In Ireland, Saint Patrick’s Day is considered a holy day.  The celebration marking the death of their country’s patron saint, the man credited with bringing Catholicism to Ireland, is a family and church day.  But here in America, where the world’s first Saint Patrick’s Day Parade was held in 1762 by Irish soldiers serving in the English army, it is one big party.

flag-sign-at-mcsorleys

In the United States, the Irish pub has come to be ground zero for St. Patty’s Day celebrations.  Those marching in the many grand parades like the one in Jim Thorpe, Pennsylvania, or just attending them, often start and end their day at the pub.  For those of Irish heritage, and those who wish they were, the Irish pub remains a special place all year long.  But on the 17th of March, people are willing to wait in long lines for hours just to belly up to one of these great bars.

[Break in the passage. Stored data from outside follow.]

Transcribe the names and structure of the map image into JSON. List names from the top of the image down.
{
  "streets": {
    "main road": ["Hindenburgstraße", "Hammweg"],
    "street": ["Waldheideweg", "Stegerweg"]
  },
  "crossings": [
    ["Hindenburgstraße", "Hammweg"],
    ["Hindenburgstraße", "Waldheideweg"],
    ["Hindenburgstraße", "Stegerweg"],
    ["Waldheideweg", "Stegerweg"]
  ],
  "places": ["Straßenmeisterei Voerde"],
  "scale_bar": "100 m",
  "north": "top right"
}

And we here at the American Public House Review are no exception.  We seem to find ourselves spending time in many of America’s great Irish taverns.  So if you are sitting home today, or at the office, and you are curious about the influence Erin’s Isle has had on our country, you needn’t look any further than the archives of APHR for some great examples.

the-old-triangle-mollys-nyc

Of course few are more famous the Manhattan’s McSorley’s Ale House on the lower eastside, or P.J. Clarke’s found uptown.  Molly’s Shebeen, also downtown, ranks right there with those two in the annals of great turn of the century Irish taverns.  They are testaments to the lasting power of a great Irish pub. 

shanacie-stained-glass

But a great tavern doesn’t need to be old to be great.  The Dubliner in Washington D.C. and the Dublin Pub in Morristown both opened in the early 1970’s, but feel as though they were transported here from Ireland’s largest city centuries ago.  For great music, try Mitchell’s Café along the Delaware River in New Jersey.  Or maybe you will be lucky enough to hear Gerry Timlin play at the Shanacie Pub in Ambler, Pa, where he is at once the entertainer, resident storyteller, and owner.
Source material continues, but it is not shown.